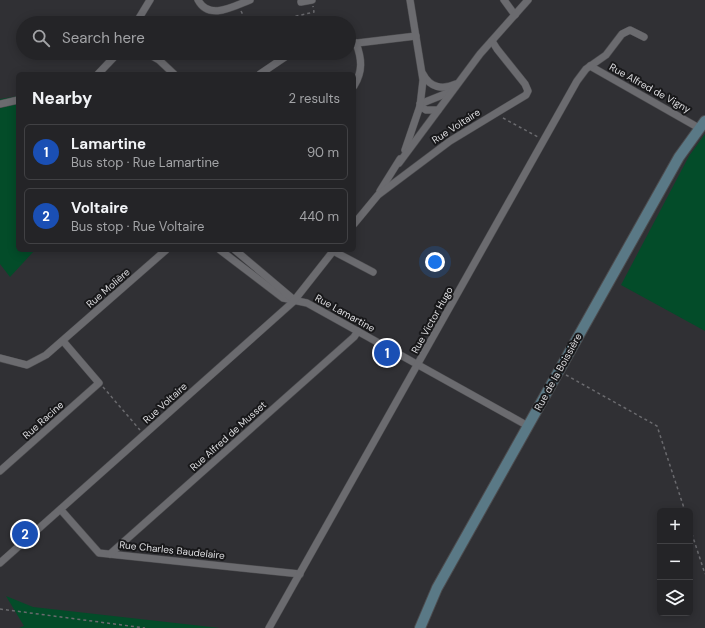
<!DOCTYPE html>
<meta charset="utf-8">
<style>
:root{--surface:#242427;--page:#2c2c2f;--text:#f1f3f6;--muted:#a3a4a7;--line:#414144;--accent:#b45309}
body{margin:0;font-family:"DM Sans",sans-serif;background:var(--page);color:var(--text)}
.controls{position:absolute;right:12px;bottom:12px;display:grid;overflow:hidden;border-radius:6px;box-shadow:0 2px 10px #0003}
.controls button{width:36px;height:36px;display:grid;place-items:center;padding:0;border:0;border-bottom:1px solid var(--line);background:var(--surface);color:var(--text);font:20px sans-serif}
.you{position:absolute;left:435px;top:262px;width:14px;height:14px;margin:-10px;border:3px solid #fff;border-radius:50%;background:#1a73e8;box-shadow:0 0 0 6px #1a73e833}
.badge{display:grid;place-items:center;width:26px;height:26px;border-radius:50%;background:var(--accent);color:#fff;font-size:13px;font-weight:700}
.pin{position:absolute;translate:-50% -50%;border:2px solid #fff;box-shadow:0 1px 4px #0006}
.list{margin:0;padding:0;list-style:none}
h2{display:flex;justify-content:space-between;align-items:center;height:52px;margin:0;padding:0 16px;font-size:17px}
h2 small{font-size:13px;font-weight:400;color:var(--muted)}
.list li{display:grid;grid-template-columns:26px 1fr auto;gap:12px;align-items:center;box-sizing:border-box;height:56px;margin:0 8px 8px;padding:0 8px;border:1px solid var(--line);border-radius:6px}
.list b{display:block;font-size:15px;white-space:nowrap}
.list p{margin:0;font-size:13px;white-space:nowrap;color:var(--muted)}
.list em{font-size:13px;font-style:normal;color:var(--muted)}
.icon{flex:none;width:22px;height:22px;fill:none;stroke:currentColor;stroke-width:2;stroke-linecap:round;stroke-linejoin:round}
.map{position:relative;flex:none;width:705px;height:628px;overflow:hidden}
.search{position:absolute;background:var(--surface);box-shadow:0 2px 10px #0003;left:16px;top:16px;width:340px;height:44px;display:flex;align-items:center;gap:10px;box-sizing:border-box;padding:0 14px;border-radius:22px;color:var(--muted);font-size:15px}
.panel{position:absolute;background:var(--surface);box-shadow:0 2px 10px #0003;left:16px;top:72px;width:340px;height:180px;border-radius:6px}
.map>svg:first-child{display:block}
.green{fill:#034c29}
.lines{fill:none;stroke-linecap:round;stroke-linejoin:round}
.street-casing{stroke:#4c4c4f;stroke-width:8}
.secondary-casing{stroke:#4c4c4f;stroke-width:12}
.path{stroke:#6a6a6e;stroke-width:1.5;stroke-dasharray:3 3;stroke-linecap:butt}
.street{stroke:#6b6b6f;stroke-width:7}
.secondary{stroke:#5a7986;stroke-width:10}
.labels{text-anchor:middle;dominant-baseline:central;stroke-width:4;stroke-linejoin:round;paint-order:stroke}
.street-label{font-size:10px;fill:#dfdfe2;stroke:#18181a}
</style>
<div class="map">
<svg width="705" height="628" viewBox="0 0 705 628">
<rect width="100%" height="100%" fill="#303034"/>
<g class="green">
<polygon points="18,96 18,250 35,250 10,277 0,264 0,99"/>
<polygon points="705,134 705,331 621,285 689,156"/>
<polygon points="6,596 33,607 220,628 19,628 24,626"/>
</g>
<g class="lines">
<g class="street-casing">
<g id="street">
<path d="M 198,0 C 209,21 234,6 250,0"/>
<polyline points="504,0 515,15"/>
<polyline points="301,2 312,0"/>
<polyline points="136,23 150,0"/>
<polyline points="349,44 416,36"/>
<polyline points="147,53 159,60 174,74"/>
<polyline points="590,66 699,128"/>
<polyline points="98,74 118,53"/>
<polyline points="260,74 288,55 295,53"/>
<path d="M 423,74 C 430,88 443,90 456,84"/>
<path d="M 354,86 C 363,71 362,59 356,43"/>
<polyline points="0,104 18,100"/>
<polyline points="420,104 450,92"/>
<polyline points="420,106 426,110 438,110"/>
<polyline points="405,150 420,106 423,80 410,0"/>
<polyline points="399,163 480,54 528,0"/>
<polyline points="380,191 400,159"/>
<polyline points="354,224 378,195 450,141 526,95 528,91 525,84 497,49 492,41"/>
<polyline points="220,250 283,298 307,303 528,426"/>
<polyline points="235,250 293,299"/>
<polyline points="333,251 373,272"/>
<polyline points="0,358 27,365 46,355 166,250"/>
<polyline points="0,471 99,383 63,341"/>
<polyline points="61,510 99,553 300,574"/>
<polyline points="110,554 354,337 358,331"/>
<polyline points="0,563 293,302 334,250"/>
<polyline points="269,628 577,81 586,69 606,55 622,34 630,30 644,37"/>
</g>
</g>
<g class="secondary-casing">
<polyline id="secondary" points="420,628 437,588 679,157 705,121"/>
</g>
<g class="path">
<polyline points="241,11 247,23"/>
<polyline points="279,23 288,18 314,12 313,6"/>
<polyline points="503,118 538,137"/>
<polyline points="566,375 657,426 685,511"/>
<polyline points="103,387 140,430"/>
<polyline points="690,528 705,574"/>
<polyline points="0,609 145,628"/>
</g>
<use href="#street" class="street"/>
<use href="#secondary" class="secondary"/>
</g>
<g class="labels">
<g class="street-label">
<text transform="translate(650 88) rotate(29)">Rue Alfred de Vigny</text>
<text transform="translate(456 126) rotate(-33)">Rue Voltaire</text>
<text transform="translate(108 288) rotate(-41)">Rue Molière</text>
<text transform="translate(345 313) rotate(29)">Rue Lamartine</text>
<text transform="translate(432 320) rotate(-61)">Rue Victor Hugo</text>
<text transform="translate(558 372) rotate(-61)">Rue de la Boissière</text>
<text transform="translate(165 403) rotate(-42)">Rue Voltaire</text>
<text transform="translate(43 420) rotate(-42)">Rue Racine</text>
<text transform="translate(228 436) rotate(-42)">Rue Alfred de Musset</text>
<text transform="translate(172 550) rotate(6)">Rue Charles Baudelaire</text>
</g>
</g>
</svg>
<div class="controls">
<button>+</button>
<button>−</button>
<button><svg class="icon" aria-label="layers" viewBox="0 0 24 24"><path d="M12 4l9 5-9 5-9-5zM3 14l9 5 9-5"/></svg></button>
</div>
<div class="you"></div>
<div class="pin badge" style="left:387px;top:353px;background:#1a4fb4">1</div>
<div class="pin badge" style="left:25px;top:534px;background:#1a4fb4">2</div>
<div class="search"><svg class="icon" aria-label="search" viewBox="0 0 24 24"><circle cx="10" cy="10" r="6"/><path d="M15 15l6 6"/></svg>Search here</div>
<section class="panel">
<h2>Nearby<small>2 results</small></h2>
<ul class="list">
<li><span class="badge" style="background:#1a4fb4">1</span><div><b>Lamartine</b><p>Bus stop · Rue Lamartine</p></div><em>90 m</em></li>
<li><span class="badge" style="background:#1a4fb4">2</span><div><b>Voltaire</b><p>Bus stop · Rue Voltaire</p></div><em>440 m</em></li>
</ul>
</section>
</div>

_DESCRIPTION OF THE TASK_:
Repeat only what runs from the line holding "<button>+</button>" to the end of the data, keeping every line exactly as written, first and last included.

_RESPONSE AREA_:
<button>+</button>
<button>−</button>
<button><svg class="icon" aria-label="layers" viewBox="0 0 24 24"><path d="M12 4l9 5-9 5-9-5zM3 14l9 5 9-5"/></svg></button>
</div>
<div class="you"></div>
<div class="pin badge" style="left:387px;top:353px;background:#1a4fb4">1</div>
<div class="pin badge" style="left:25px;top:534px;background:#1a4fb4">2</div>
<div class="search"><svg class="icon" aria-label="search" viewBox="0 0 24 24"><circle cx="10" cy="10" r="6"/><path d="M15 15l6 6"/></svg>Search here</div>
<section class="panel">
<h2>Nearby<small>2 results</small></h2>
<ul class="list">
<li><span class="badge" style="background:#1a4fb4">1</span><div><b>Lamartine</b><p>Bus stop · Rue Lamartine</p></div><em>90 m</em></li>
<li><span class="badge" style="background:#1a4fb4">2</span><div><b>Voltaire</b><p>Bus stop · Rue Voltaire</p></div><em>440 m</em></li>
</ul>
</section>
</div>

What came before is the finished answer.